Ma cosa potrebbe accadere? 

Fino a poco tempo fa si voleva fare a meno di figure imbarazzanti come la Cancellieri. Lo stesso Alfano, impegnato a costruire il nuovo partito, potrebbe fare il vice-premier a tempo pieno liberano la casella di ministro dell’Interno. E non dimentichiamoci che anche Alfano è stato protagonista di uno scandalo enorme come quello della Shalabayeva. 

 

Renzi dice che è nata una nuova maggioranza aggiungendo che il Pd non può ignorarlo. Cosa vuol dire? È un messaggio a Letta? 

 Renzi ancora una volta parla in maniera simmetrica ai falchi di Fi.

 

In che senso?

 Io vedo una alleanza (chiaramente non sui programmi e sui contenuti) tra renziani e Forza Italia: hanno lo stesso obbiettivo. I falchi sono stati i primi a dire: la maggioranza è cambiata, il Quirinale apra la crisi. Renzi ripete questo concetto e, di fronte alla velocità con cui Napolitano e Letta hanno voluto chiudere la parentesi di fuoriuscita dalla maggioranza di Forza Italia, pone qualche problema in più. È certamente un messaggio a Letta e da qui all’8 dicembre ne arriveranno altri. E continueranno con un escalation a partire dal 9...

 

E Letta cosa farà? 

Il punto è infatti capire se riuscirà a stringere un patto con Renzi per stabilire quanto andare avanti. Tutto si deciderà qui.

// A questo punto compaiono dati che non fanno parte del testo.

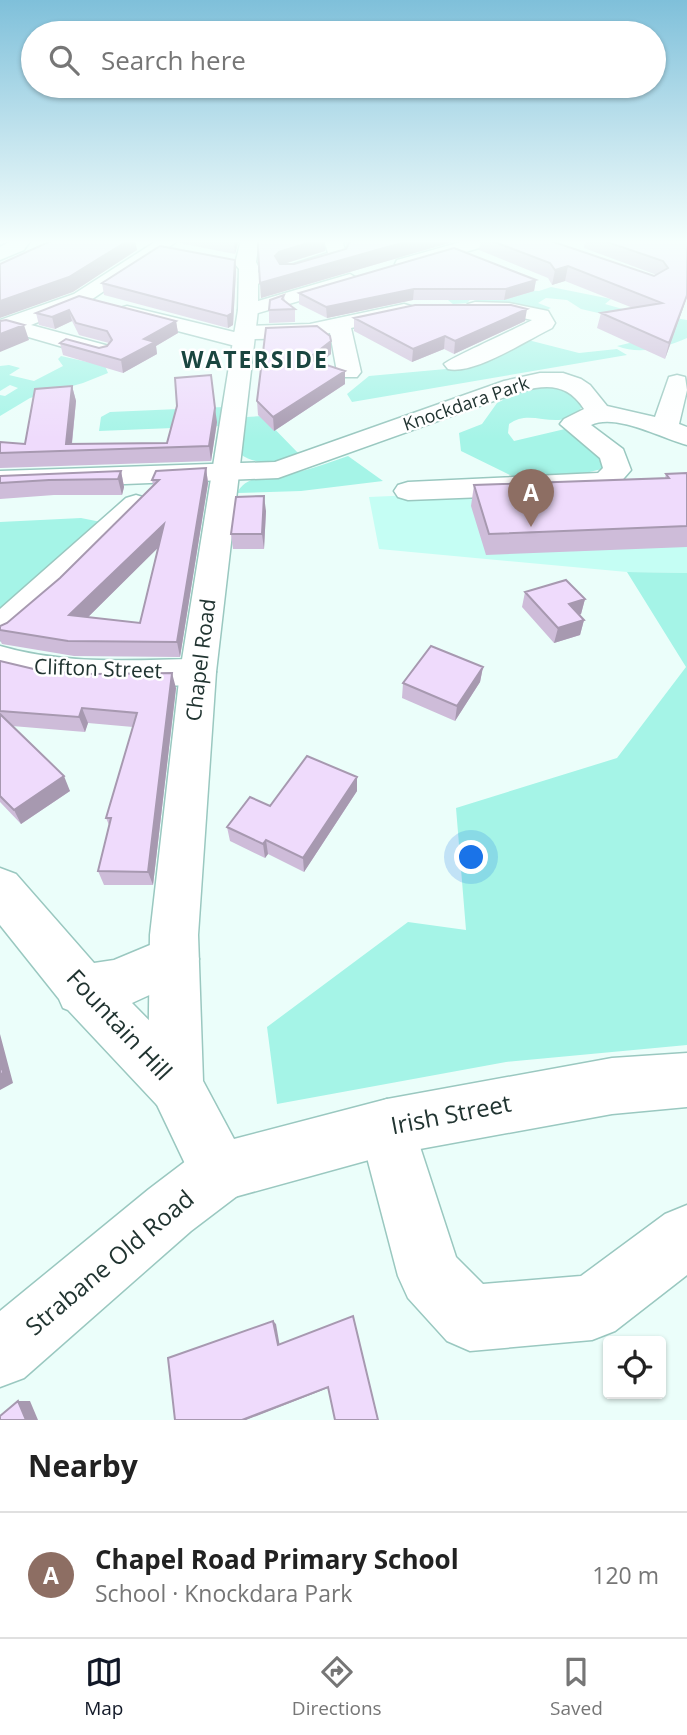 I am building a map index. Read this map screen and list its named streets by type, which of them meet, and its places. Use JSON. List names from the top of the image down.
{
  "streets": {
    "main road": [
      "Knockdara Park",
      "Chapel Road",
      "Clifton Street",
      "Fountain Hill",
      "Irish Street",
      "Strabane Old Road"
    ]
  },
  "crossings": [
    ["Knockdara Park", "Chapel Road"],
    ["Chapel Road", "Clifton Street"],
    ["Chapel Road", "Fountain Hill"],
    ["Fountain Hill", "Irish Street"],
    ["Fountain Hill", "Strabane Old Road"],
    ["Irish Street", "Strabane Old Road"]
  ],
  "districts": ["WATERSIDE"],
  "page": {
    "search": "Search here",
    "pins": "A",
    "heading": "Nearby",
    "list": [
      {
        "mark": "A",
        "name": "Chapel Road Primary School",
        "note": "School · Knockdara Park",
        "value": "120 m"
      }
    ],
    "nav": ["Map", "Directions", "Saved"]
  }
} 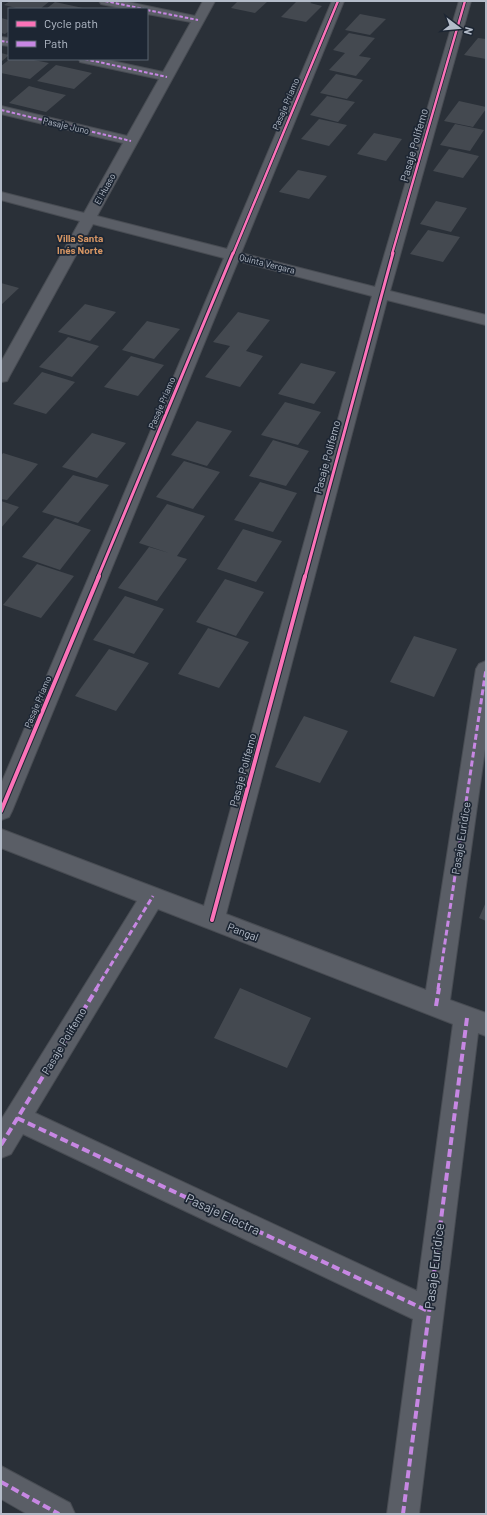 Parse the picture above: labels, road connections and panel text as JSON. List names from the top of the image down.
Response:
{
  "streets": {
    "street": [
      "Pasaje Priamo",
      "Pasaje Juno",
      "Pasaje Polifemo",
      "El Huaso",
      "Quinta Vergara",
      "Pasaje Euridice",
      "Pangal",
      "Pasaje Electra"
    ]
  },
  "crossings": [
    ["Pasaje Priamo", "Quinta Vergara"],
    ["Pasaje Juno", "El Huaso"],
    ["Pasaje Polifemo", "Quinta Vergara"],
    ["Pasaje Polifemo", "Pangal"],
    ["Pasaje Polifemo", "Pasaje Electra"],
    ["El Huaso", "Quinta Vergara"],
    ["Pasaje Euridice", "Pangal"],
    ["Pasaje Euridice", "Pasaje Electra"]
  ],
  "districts": ["Villa Santa Inés Norte"],
  "legend": ["Cycle path", "Path"],
  "north": "right"
} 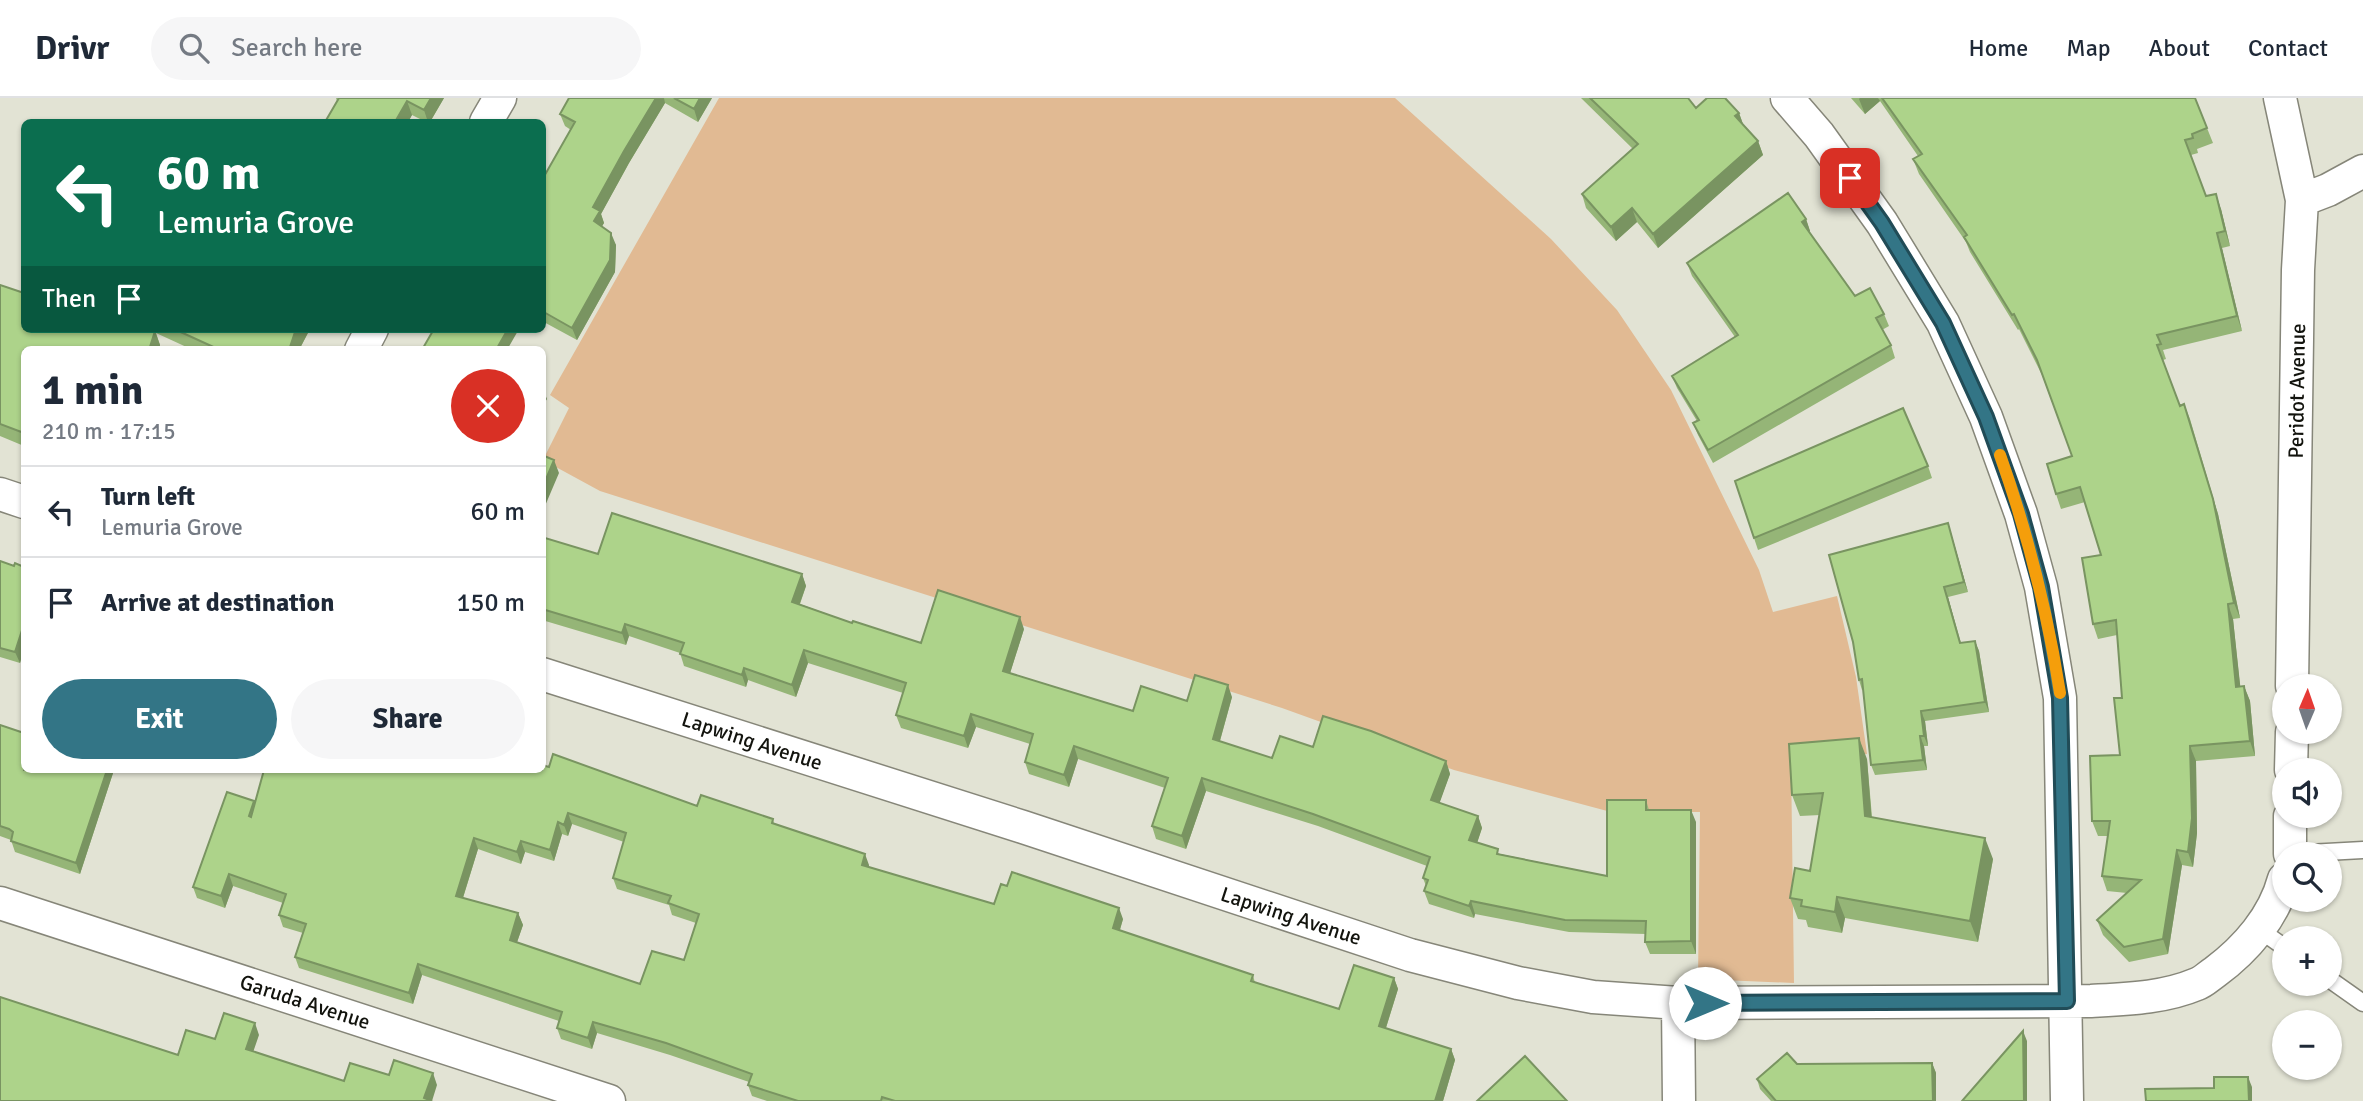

Bisognerà testare la capacità di Renzi e Letta di trovare un accordo che duri nel tempo.

 

Ma Letta dovrà dare qualche posto al sindaco di Firenze? 

 Io non penso che Renzi farà assumere incarichi di governo ai suoi: non ne fa una questione di poltrone. Ritengo che lui non voglia “sporcarsi le mani” più di tanto con questo esecutivo.

 

Cosa vuole invece? 

Innanzitutto dubito che voglia incatenare il suo destino di segretario a quello del governo. Fino all’altro giorno ha detto che se questo sarà un governo che inizierà a fare ciò che serve, allora potrebbe durare fino al 2018. Renzi non vuole pagare, da guida del Pd, il peso di un governo che non faccia nulla.

 

Il rottamatore continua a sfidare il governo: la legge di stabilità è insufficiente, dice.